October 22, 2011
LSU 45, Auburn 10.
Lord knows, LSU has always had talent. Frightening talent. But the Tigers have lived for so long as the kind of team that scrapes by for a living — more than half of their SEC wins from 2008 to 2010 came by a touchdown or less — surviving by whatever means necessary almost seemed to be part of the weekly gameplan. It took three fourth quarter comebacks to get this team to 11 wins last year. Hell, it took four fourth quarter comebacks for the 2007 team to make the BCS Championship Game, not to mention the two games it lost that season in overtime. Under Les Miles, that's how LSU rolls.

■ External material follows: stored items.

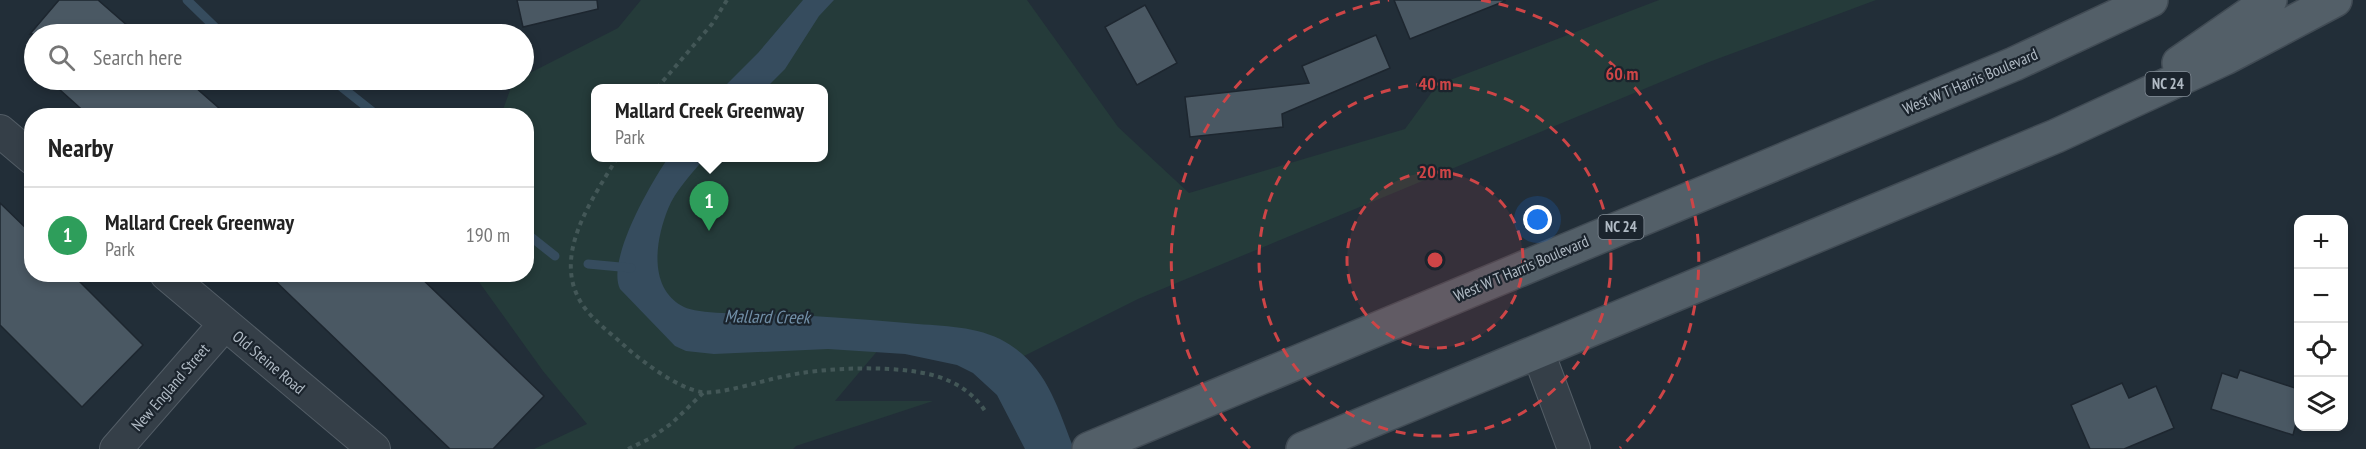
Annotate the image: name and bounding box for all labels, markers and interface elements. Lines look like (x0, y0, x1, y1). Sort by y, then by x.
search box (24, 24, 534, 90)
icon: search (45, 41, 78, 74)
text: Search here (93, 43, 182, 71)
street label: West W T Harris Boulevard (1900, 44, 2041, 118)
text: 60 m (1606, 62, 1638, 85)
text: 40 m (1419, 72, 1451, 95)
road number: NC 24 (2146, 72, 2190, 96)
popup (591, 84, 828, 162)
text: Mallard Creek Greenway (615, 96, 804, 124)
text: Park (615, 124, 645, 150)
text: Nearby (48, 131, 113, 164)
text: 20 m (1419, 160, 1451, 183)
pin: 1 (690, 182, 728, 231)
your location (1523, 205, 1552, 234)
text: Mallard Creek Greenway (105, 208, 294, 236)
road number: NC 24 (1598, 215, 1644, 239)
map controls (2294, 215, 2348, 431)
button: + (2294, 215, 2348, 269)
text: 1 (63, 222, 72, 248)
text: 190 m (466, 222, 510, 248)
street label: West W T Harris Boulevard (1451, 231, 1592, 305)
text: Park (105, 236, 135, 262)
centre of rings (1425, 250, 1445, 270)
button: − (2294, 269, 2348, 323)
water label: Mallard Creek (724, 304, 812, 329)
button: locate (2294, 323, 2348, 377)
street label: Old Steine Road (229, 326, 309, 398)
street label: New England Street (127, 339, 214, 435)
button: layers (2294, 377, 2348, 431)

That's how it has rolled, anyway. Maybe it's the new offensive coordinator. Maybe it's a more experienced, mature lineup coming together as upperclassmen. Maybe it's a looser attitude from a more entrenched head coach. Maybe it's a combination of all of the above. But the Tigers flipped some kind of switch between the end of the 2010 season and the beginning of 2011. The result is an absolute nightmare.
And once again, the catalyst for nationwide tremors is the ongoing emergence of an offense that seemed to spend years keeping its blue-chip athletes as close to the vest as possible. No one is particularly surprised by the dominance on the other side: Today, the defense did exactly what it was expected to do to Auburn's first-time starting quarterback, Clint Moseley, sacking him six times and returning an interception for a touchdown in the third quarter, a series of scenes right out of the "Inexperienced Quarterback In a Tough Environment" script. Auburn punted or turned the ball over on eight of its first nine possessions.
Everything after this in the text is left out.